Le phénomène des gilets jaunes, une forme de protestation sociale totalement inédite, d’une durée imprévue, signe le soulèvement symbolique ou violent, d’une catégorie modeste de la population, celle à qui l’emploi et le travail ne garantissent plus un niveau de vie acceptable, celle pour qui l’avenir a des allures de nuages funestes, celle qui se sent délaissée, ignorée, méprisée. C’est la France des «petits Blancs» pour qui mondialisation, Europe et nouvelles technologies sont autant de portes qui se ferment. Une France périphérique qui se sent marginalisée et se laisse tenter par une forme de sécession intérieure. Rien à voir avec une autre France, celle des «quartiers», des zones sensibles où règnent l’insécurité, le chômage, où menace fortement une communautarisation qui représente, elle aussi mais sur des critères opposés, une forme de sécession intérieure. Cette France-là, où sont nombreux les petits-fils de travailleurs immigrés et où prospère l’islamisme, elle est restée absente des ronds-points et des manifestations. Différente et vivant autrement ses propres problèmes. Isolée.
La France du «grand débat», elle, se situe loin de ces deux France-là. Le grand débat, c'est avant tout la France des inclus, la France des diplômés, la France qui change, qui s'adapte, qui avance. Pas seulement la France des privilégiés ou des citoyens aisés, heureusement : dans les petites mairies rurales, on s'intéresse, on propose, on revendique, on s'exprime. Ce qui ressort déjà du grand débat, c'est une revendication d'équité sociale et fiscale, de pouvoir d'achat et de participation des citoyens.
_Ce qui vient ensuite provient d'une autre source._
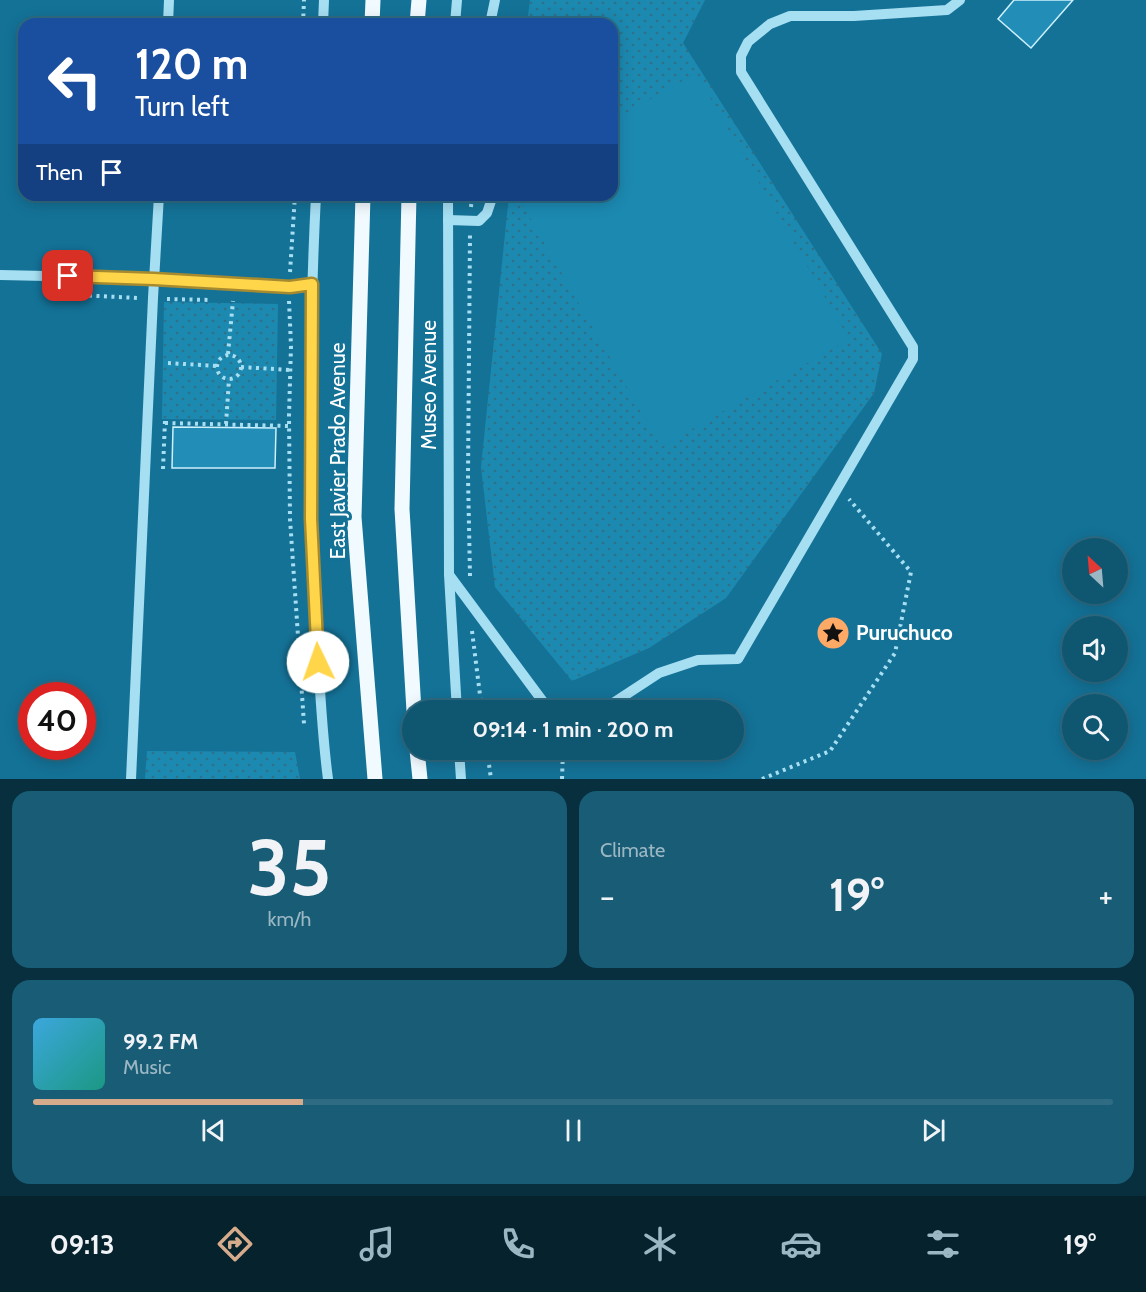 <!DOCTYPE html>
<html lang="en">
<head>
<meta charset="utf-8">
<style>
  :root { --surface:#0f5671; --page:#185c76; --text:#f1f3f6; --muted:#9bb7c3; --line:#2f6c84; --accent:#d6ab8b }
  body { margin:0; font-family:Cabin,sans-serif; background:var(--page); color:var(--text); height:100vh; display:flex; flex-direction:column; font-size:22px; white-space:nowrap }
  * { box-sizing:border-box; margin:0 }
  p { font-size:20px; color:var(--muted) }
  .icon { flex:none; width:33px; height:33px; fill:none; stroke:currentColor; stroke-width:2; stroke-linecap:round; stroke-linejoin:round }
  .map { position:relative; height:779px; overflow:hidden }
  .side { display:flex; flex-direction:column; gap:12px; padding:12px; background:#082f3e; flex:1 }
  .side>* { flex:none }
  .top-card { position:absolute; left:18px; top:18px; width:600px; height:183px; border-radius:18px; box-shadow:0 3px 15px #0003,0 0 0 2px var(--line); background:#1a4fa0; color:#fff; overflow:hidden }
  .needle { width:39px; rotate:334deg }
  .fabs { position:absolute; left:1062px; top:538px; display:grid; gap:12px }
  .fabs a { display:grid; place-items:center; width:66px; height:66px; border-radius:50%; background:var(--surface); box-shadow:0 3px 15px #0003,0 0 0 2px var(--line); font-size:30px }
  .speed { position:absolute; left:18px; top:682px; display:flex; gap:12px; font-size:30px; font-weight:700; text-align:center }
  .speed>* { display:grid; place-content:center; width:78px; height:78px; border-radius:50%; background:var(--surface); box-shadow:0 3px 15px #0003,0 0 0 2px var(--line); line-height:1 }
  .speed .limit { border:9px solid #d22; background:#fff; color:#111 }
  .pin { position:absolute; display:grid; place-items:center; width:51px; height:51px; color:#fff; margin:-26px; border-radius:12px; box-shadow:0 3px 9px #0006 }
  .me { position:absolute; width:66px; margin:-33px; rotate:357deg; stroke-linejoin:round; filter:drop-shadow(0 0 4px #0008) }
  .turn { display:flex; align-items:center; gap:21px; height:126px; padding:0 18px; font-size:27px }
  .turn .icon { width:78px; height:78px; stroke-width:2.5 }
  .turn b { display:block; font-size:42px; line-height:51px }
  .then { display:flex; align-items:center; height:57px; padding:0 18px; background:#0003; gap:12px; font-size:22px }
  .big { font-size:45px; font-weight:700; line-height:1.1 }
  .side .widget { flex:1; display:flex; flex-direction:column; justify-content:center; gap:9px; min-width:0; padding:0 21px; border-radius:18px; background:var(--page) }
  .side .dial { align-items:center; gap:0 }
  .dial b { font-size:78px; line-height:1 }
  .song { display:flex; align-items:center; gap:18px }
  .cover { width:72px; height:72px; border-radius:9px; background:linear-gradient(135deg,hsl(200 70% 55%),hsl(170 70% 35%)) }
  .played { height:6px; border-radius:3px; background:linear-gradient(90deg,var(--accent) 25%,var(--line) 25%) }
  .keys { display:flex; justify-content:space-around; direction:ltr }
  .heat { display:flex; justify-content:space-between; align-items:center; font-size:33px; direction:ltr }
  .side .tiles { flex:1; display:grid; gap:12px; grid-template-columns:1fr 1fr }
  .widget:last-child { grid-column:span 2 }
  .trip { position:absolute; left:402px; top:700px; width:342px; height:60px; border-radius:30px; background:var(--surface); box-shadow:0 3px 15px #0003,0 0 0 2px var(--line); font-weight:700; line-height:60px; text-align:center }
  .tab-bar { display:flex; height:96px; justify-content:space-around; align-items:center; background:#06222d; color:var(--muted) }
  .tab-bar .icon { width:42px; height:42px }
  .tab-bar .active { color:var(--accent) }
  .tab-bar b { font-size:27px; color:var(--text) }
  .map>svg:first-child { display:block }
  .grass { fill:url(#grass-dots) }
  .garden { fill:#1c89b1 }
  .building { fill:#228db6; stroke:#cdf0fd; stroke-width:1.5 }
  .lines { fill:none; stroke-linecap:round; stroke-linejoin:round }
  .path { stroke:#a6def2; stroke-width:4; stroke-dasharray:3 4.5; stroke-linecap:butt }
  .minor { stroke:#a6def2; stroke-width:10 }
  .major { stroke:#f1faff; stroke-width:15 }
  .route-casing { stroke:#a68a30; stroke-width:15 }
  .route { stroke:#ffd54a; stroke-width:10 }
  .labels { text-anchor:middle; stroke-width:6; stroke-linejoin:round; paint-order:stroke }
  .street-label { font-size:21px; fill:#fff; stroke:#147297 }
  .poi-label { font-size:21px; font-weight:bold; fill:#fff; stroke:#147297; text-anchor:start }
</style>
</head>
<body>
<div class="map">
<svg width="1146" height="779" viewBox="0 0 1146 779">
  <defs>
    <pattern id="grass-dots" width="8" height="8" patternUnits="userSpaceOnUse" patternTransform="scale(1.5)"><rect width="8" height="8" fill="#1c89b1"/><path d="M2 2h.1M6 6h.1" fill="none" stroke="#2f7189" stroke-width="1.8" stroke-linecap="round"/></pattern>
  </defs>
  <rect width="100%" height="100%" fill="#147297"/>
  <g class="grass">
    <polygon points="530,0 705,0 683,43 882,354 874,393 726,598 649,648 572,681 495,587 481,467 509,195 612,195 612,24 527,24"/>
    <polygon points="164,302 278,304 276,420 162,419"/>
    <polygon points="147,751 295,752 300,779 145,779"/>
  </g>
  <polygon class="garden" points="696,73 849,339 661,447 517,195 612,195 612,121"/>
  <g class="building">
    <polygon points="1014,0 1073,0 1031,48 998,19"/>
    <polygon points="173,427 276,428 275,468 172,468"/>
  </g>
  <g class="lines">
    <g class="path">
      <polyline points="303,24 304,0"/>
      <polyline points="471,207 472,195"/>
      <polyline points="290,272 295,195"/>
      <polyline points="59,294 138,298"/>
      <polyline points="167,299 210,300"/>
      <polyline points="289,301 291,346 289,416 290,519 304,724"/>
      <polyline points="228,354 233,301"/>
      <circle cx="229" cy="367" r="12"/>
      <polyline points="168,363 217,366"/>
      <polyline points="241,367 290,370"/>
      <polyline points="165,423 289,426"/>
      <polyline points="226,424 229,379"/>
      <polyline points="163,469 165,420"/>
      <polyline points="470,576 468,476 470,235"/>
      <polyline points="472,631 482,711"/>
      <polyline points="487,750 491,779"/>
      <polyline points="562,779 563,750"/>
      <polyline points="762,779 830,751 895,653 911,572 849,499"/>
    </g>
    <g class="minor">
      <polyline points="168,24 169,0"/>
      <polyline points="323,24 324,0"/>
      <polyline points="455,24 457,0"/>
      <polyline points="490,24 495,0"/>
      <path d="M 316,195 C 309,336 308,478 316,620 C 319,673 321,726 328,779"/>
      <polyline points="448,195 449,575 457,711"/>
      <polyline points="448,220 479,221 487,213 493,195"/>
      <polyline points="0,275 138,278 290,287 312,284"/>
      <polyline points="450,576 550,711"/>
      <polyline points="601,711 659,673 698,660 738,659 913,359 913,347 741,72 741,56 748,42 770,24 790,16 854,16 947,10 960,0"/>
      <polyline points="459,750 461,779"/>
      <polyline points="131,779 153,298 159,195"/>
    </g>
    <g class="major">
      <polyline points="372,24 373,0"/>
      <polyline points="417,24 419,0"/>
      <polyline points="363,195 354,517 375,779"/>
      <polyline points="409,195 402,509 414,711"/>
      <polyline points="417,750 420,779"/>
    </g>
  </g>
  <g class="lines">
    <g class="route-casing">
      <polyline id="route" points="68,276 154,279 290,287 312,284 311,519 318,662"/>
    </g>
    <use href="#route" class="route"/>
  </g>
  <defs>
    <g id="sight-disc" transform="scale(1.725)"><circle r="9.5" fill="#ffa967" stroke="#147297"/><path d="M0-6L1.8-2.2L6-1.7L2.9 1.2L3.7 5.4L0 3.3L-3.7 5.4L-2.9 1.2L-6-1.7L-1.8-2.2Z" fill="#111"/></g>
  </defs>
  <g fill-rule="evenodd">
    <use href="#sight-disc" x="833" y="633"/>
  </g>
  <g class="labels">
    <g class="street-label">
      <text transform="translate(429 385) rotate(-90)" y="7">Museo Avenue</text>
      <text transform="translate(338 451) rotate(-90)" y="7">East Javier Prado Avenue</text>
    </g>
    <g class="poi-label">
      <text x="856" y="640">Puruchuco</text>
    </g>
  </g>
</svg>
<div class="fabs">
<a><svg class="needle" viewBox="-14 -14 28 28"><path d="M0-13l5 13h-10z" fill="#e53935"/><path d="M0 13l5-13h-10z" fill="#9bb7c3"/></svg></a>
<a><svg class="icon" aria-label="sound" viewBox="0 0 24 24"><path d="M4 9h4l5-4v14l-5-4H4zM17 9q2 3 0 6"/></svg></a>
<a><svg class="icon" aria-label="search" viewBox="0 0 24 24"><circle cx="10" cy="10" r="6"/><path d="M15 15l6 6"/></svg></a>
</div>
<div class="speed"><div class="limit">40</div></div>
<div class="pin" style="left:68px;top:276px;background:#d93025"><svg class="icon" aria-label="arrive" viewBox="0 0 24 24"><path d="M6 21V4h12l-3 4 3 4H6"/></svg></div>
<svg class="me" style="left:318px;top:662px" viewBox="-20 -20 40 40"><circle r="19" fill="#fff"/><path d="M0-13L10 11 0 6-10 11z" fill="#ffd54a"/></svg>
<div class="trip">09:14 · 1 min · 200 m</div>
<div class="top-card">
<div class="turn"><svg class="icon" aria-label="left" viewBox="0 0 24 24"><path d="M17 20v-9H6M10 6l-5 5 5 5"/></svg><div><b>120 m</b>Turn left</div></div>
<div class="then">Then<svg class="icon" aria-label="arrive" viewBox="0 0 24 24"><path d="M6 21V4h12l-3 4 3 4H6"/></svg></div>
</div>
</div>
<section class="side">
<div class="tiles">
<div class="widget dial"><b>35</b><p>km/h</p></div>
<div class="widget"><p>Climate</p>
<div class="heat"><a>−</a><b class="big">19°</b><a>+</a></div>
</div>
<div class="widget">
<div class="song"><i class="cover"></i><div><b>99.2 FM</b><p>Music</p></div></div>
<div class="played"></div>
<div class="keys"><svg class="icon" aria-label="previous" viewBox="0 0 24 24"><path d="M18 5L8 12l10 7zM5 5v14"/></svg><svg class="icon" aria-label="pause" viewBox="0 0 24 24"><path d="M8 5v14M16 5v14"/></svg><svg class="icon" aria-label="next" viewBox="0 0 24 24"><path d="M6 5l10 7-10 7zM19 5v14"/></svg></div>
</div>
</div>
</section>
<nav class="tab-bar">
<b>09:13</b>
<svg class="icon active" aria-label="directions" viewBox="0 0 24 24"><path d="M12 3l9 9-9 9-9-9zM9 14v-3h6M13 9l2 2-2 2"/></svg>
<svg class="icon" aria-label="music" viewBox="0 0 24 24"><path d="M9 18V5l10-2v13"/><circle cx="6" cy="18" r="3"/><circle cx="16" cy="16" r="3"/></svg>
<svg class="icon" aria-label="phone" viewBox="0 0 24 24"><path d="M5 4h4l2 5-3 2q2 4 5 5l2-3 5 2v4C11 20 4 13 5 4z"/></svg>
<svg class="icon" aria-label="climate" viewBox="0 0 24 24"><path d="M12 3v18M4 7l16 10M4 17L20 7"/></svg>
<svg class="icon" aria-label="car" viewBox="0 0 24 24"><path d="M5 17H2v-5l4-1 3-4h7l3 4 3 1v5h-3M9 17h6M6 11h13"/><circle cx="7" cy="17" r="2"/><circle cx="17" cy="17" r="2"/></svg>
<svg class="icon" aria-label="filters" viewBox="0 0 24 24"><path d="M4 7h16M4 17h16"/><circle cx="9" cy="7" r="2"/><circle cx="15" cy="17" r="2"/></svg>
<b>19°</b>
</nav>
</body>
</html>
Mais ce n'est pas une France qui s'éloigne, se referme sur elle-même, désespère mais au contraire une France qui croit qu'on peut réformer, améliorer, soigner efficacement une société malade. Une autre France, diverse mais constructive. Ce même samedi 16 mars, qui laissera sa trace dans l'histoire de la Ve République, on a vu également une quatrième France, infiniment plus nombreuse et pacifique que celle des Champs-Elysées, défiler pour participer à la «Marche du siècle», pour défendre l'urgence d'une politique de transition énergétique plus ambitieuse et plus volontaire. Un autre visage de la France faisant écho aux manifestations des lycéens et des étudiants la veille, également sans violence, sur des thèmes convergents. Une France qui veut préserver l'avenir, changer le rythme et l'ampleur de l'action écologique du gouvernement, un thème peu présent sur les ronds-points et assez discret dans le grand débat. A ces quatre France-là, il faut encore ajouter la césure désormais classique mais se creusant entre la France dynamique des métropoles, accaparant les ressources, et la France, statique malgré elle, des territoires. Une dichotomie qui aiguise les rancœurs et les antagonismes. A quoi on peut encore ajouter la frontière radicale entre les super-riches et l'ensemble de la société ou bien la fracture entre la France diplômée et qualifiée et la France moins bien formée ou victime des métamorphoses technologiques. Au total, bien au-delà des oppositions classiques entre gauche et droite, entre classes sociales, l'émergence de France qui s'éloignent les unes des autres, de France dont les intérêts et les avenirs s'opposent, de France qui, faute d'un projet de société commun, préparent une République éclatée.